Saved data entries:
__________________________________________________

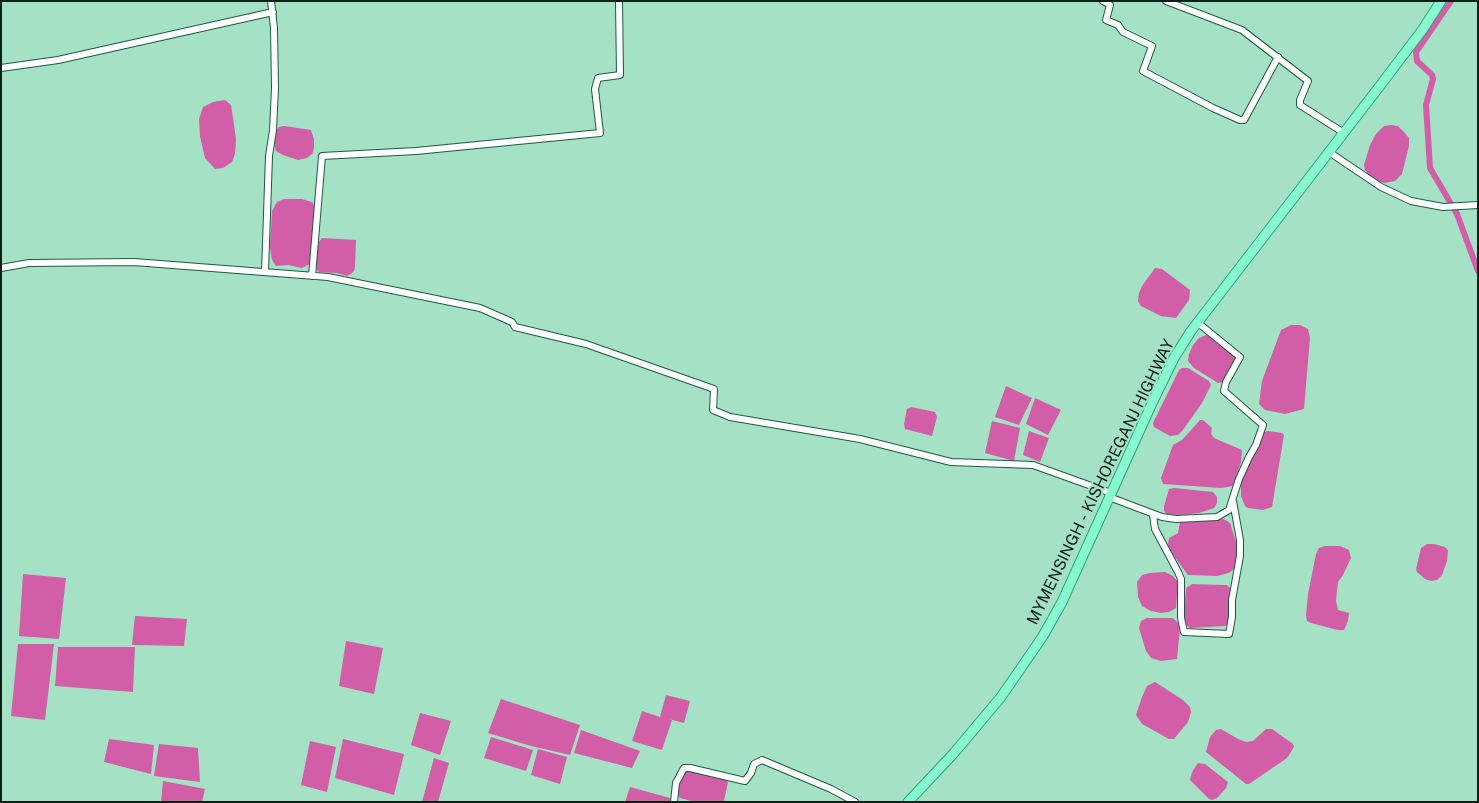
<!DOCTYPE html>
<html>
<head>
<meta charset="utf-8">
<style>
  body { margin:0 }
  #map { position:relative; width:1479px; height:803px; overflow:hidden; background:#a5e1c4; font-family:"Public Sans",sans-serif }
  canvas { display:block }
  .frame { position:absolute; inset:0; border:2px solid #082016; pointer-events:none }
</style>
</head>
<body>
<div id="map">
<canvas width="1479" height="803"></canvas>
<div class="frame"></div>
</div>
<script>
const ctx = document.querySelector('canvas').getContext('2d');
ctx.lineJoin = 'round';
function paint(path, color) {
  ctx.fillStyle = color;
  ctx.fill(path, 'evenodd');
}
function toPath(rows) {
  const path = new Path2D();
  for (const r of rows) {
    path.moveTo(r[0], r[1]);
    for (let i = 2; i < r.length; i += 2) path.lineTo(r[i], r[i + 1]);
  }
  return path;
}
function stroke(path, color, width, dash) {
  ctx.strokeStyle = color;
  ctx.lineWidth = width;
  ctx.lineCap = dash ? 'butt' : 'round';
  ctx.setLineDash(dash || []);
  ctx.stroke(path);
}
function write(font, color, halo, rows, align = 'center') {
  ctx.font = font + ' "Public Sans",sans-serif';
  ctx.lineWidth = 4;
  ctx.setLineDash([]);
  ctx.textBaseline = 'middle';
  ctx.strokeStyle = halo;
  ctx.fillStyle = color;
  for (const [text, x, y, turn = 0] of rows) {
    ctx.save();
    ctx.translate(x, y);
    ctx.rotate((+turn || 0) * Math.PI / 180);
    ctx.textAlign = isNaN(turn) ? turn : align;
    if (halo) ctx.strokeText(text, 0, 0);
    ctx.fillText(text, 0, 0);
    ctx.restore();
  }
}
const water = toPath([
  [225,100,231,105,233,118,236,139,235,154,232,162,223,168,215,169,205,158,200,136,199,119,203,107,213,102],
  [1391,125,1398,126,1404,132,1409,138,1409,146,1402,174,1395,181,1384,183,1375,180,1369,175,1365,170,1364,165,1370,145,1376,134,1384,126],
  [284,126,311,130,314,139,314,147,313,153,307,158,298,160,283,155,276,151,274,144,276,131,279,127],
  [284,199,302,199,312,202,315,207,311,262,308,265,302,268,288,265,276,266,272,260,270,247,272,211,277,202],
  [322,238,356,240,355,267,354,271,351,274,347,276,337,273,319,272,317,270,315,260,318,243],
  [1155,268,1162,269,1190,290,1189,300,1176,318,1161,316,1141,306,1138,301,1139,293,1142,286],
  [1291,325,1300,325,1308,329,1310,338,1304,409,1285,414,1265,410,1259,404,1262,381,1281,330],
  [1206,335,1210,336,1236,356,1236,360,1229,372,1222,382,1218,383,1194,368,1188,361,1189,354,1193,345,1199,338],
  [1182,368,1188,368,1209,381,1211,385,1202,403,1183,430,1178,435,1170,436,1154,427,1153,423,1179,370],
  [1006,386,1032,398,1019,425,995,417],
  [1035,398,1061,410,1048,435,1026,424],
  [911,407,935,412,937,417,932,436,905,429,904,424,907,409],
  [1200,420,1203,420,1212,428,1211,434,1214,438,1242,450,1241,462,1233,486,1221,488,1163,484,1161,478,1173,445,1182,440],
  [992,421,1020,428,1014,461,985,453],
  [1029,431,1049,438,1040,462,1023,455],
  [1268,431,1282,433,1284,435,1272,507,1263,510,1248,508,1245,506,1241,496,1241,479,1246,468,1258,448,1264,432],
  [1174,488,1213,492,1217,497,1217,503,1214,508,1199,513,1179,515,1167,514,1164,511,1164,506,1169,489],
  [1224,519,1230,523,1238,548,1237,559,1234,569,1229,573,1217,576,1188,575,1171,552,1168,544,1169,538,1178,533,1180,522],
  [1427,544,1434,544,1445,547,1448,550,1447,561,1442,575,1437,580,1431,581,1425,579,1417,572,1416,569,1421,548],
  [1325,546,1340,546,1349,550,1351,558,1343,575,1338,582,1337,591,1336,601,1338,610,1349,613,1348,621,1344,630,1338,630,1311,623,1307,621,1306,615,1308,594,1316,554,1319,548],
  [1165,572,1173,576,1178,582,1176,608,1169,612,1161,613,1151,611,1142,606,1138,597,1137,582,1142,575,1150,573],
  [23,574,66,578,59,639,19,636],
  [1192,584,1222,585,1227,585,1230,588,1231,598,1229,623,1225,626,1190,628,1186,625,1184,618,1186,588],
  [135,616,187,619,184,646,132,645],
  [1147,618,1173,618,1179,624,1180,628,1177,659,1161,661,1151,658,1146,651,1139,628,1141,621],
  [346,641,383,648,374,694,339,686],
  [18,644,54,644,45,720,11,716],
  [58,647,135,647,133,692,55,686],
  [1155,682,1183,700,1190,707,1191,712,1188,722,1174,739,1169,739,1142,724,1136,715,1142,697,1147,686],
  [666,695,690,701,684,723,669,719,672,720,662,750,632,741,642,711,660,717],
  [501,699,580,725,570,755,531,746,488,733],
  [420,713,451,721,440,755,411,745],
  [1221,729,1238,739,1246,742,1253,741,1266,729,1272,729,1293,744,1294,747,1287,758,1249,784,1246,784,1206,752,1210,737,1216,730],
  [581,730,640,751,632,768,574,753],
  [491,737,533,750,526,771,484,758],
  [109,739,154,745,151,774,104,762],
  [343,739,404,754,394,795,335,778],
  [310,741,336,747,327,792,301,785],
  [159,744,198,748,200,782,154,776],
  [538,749,567,757,560,784,531,775],
  [434,758,449,763,438,802,422,802],
  [1198,763,1205,764,1228,782,1226,788,1217,798,1212,800,1209,799,1190,780,1192,772],
  [689,771,726,780,728,782,724,801,695,802,680,798,676,794,678,786,685,772],
  [163,781,205,789,202,802,161,802],
  [630,787,670,798,671,802,625,802]
]);
const canal = toPath([
  [1451,1,1416,52,1417,61,1432,75,1433,79,1426,105,1430,168,1457,214,1478,271]
]);
const minor = toPath([
  [1103,1,1110,5,1106,20,1118,25,1123,32,1152,46,1143,71,1213,108,1240,120,1244,120,1278,57],
  [1166,1,1242,30,1308,81,1300,100,1300,105,1344,133],
  [1,68,58,60,273,12],
  [1329,152,1381,187,1411,201,1443,207,1478,205],
  [1,268,29,263,134,262,328,277,480,308,512,322,515,327,586,344,714,389,713,410,730,417,860,439,951,462,1033,465,1111,493],
  [265,272,269,156,273,130,275,88,274,28,271,1],
  [312,276,322,156,416,151,600,133,595,89,598,78,620,75,619,1],
  [1109,497,1162,517,1176,519,1217,517,1229,510,1239,479,1249,457,1256,445,1263,425,1224,391,1226,382,1240,357,1197,322],
  [1153,515,1155,529,1178,572,1181,579,1181,618,1184,632,1229,634,1232,617,1232,600,1240,556,1240,540,1233,501],
  [674,802,676,783,684,768,690,768,745,781,751,773,754,764,762,760,831,789,855,802]
]);
const major = toPath([
  [908,802,954,753,1001,697,1043,636,1062,602,1153,401,1174,358,1191,331,1376,91,1423,29,1441,1]
]);
const streetNames = [
  ["MYMENSINGH - KISHOREGANJ HIGHWAY",1101,482,-64]
];
paint(water, '#d25ea8');
stroke(canal, '#d25ea8', 6);
stroke(minor, '#1e5942', 8);
stroke(major, '#27a97b', 11);
stroke(minor, '#fff', 6);
stroke(major, '#88f8d0', 9);
write('16px', '#082016', '#a5e1c4', streetNames);
</script>
</body>
</html>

__________________________________________________

== YOUR ASSIGNMENT ==
Search the data for "rows". Copy every matching line.

== RESULT OF THIS TASK ==
function toPath(rows) {
  for (const r of rows) {
function write(font, color, halo, rows, align = 'center') {
  for (const [text, x, y, turn = 0] of rows) {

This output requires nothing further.